— Materials provided —
====

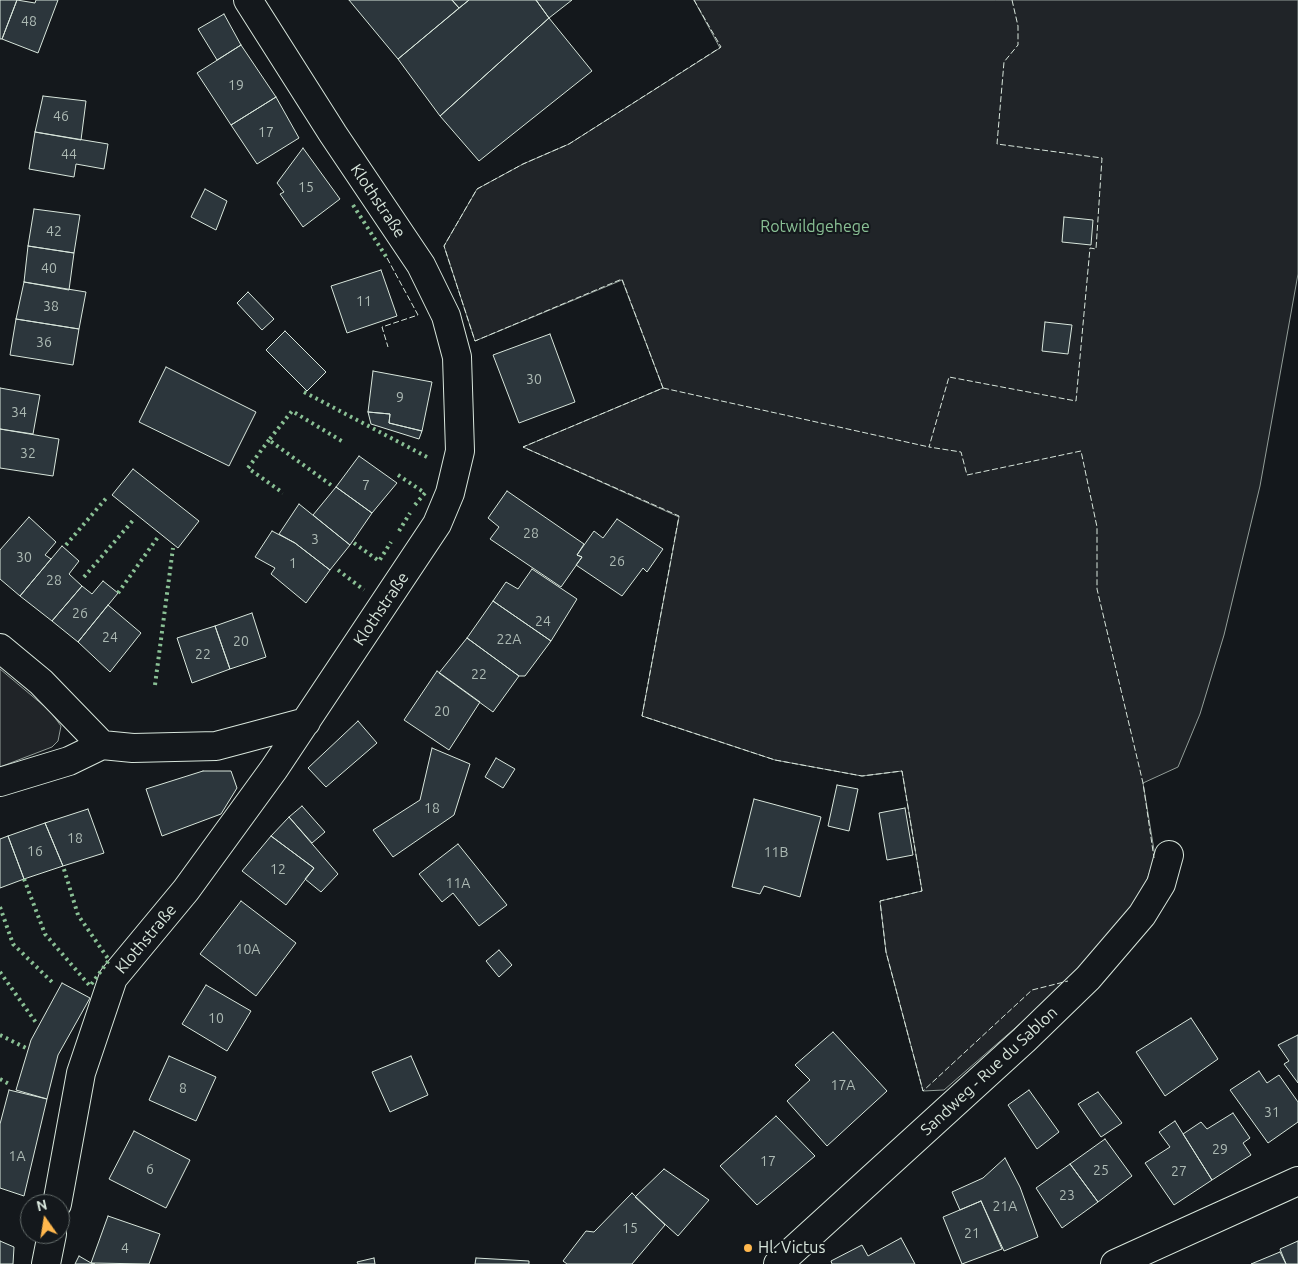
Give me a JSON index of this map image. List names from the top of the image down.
{
  "streets": {
    "street": ["Klothstraße", "Sandweg - Rue du Sablon"]
  },
  "parks": ["Rotwildgehege"],
  "places": ["Hl. Victus"],
  "house_numbers": [
    "48",
    "19",
    "46",
    "17",
    "44",
    "15",
    "42",
    "40",
    "11",
    "38",
    "36",
    "30",
    "9",
    "34",
    "32",
    "7",
    "28",
    "3",
    "30",
    "26",
    "1",
    "28",
    "26",
    "24",
    "24",
    "22A",
    "20",
    "22",
    "22",
    "20",
    "18",
    "18",
    "16",
    "11B",
    "12",
    "11A",
    "10A",
    "10",
    "17A",
    "8",
    "31",
    "29",
    "1A",
    "17",
    "6",
    "25",
    "27",
    "23",
    "21A",
    "15",
    "21",
    "4"
  ],
  "north": "top"
}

====

— How to complete this task —
Each record above should come back exactly the same, only without its pictures.

— Solution to this exercise —
Give me a JSON index of this map image. List names from the top of the image down.
{
  "streets": {
    "street": ["Klothstraße", "Sandweg - Rue du Sablon"]
  },
  "parks": ["Rotwildgehege"],
  "places": ["Hl. Victus"],
  "house_numbers": [
    "48",
    "19",
    "46",
    "17",
    "44",
    "15",
    "42",
    "40",
    "11",
    "38",
    "36",
    "30",
    "9",
    "34",
    "32",
    "7",
    "28",
    "3",
    "30",
    "26",
    "1",
    "28",
    "26",
    "24",
    "24",
    "22A",
    "20",
    "22",
    "22",
    "20",
    "18",
    "18",
    "16",
    "11B",
    "12",
    "11A",
    "10A",
    "10",
    "17A",
    "8",
    "31",
    "29",
    "1A",
    "17",
    "6",
    "25",
    "27",
    "23",
    "21A",
    "15",
    "21",
    "4"
  ],
  "north": "top"
}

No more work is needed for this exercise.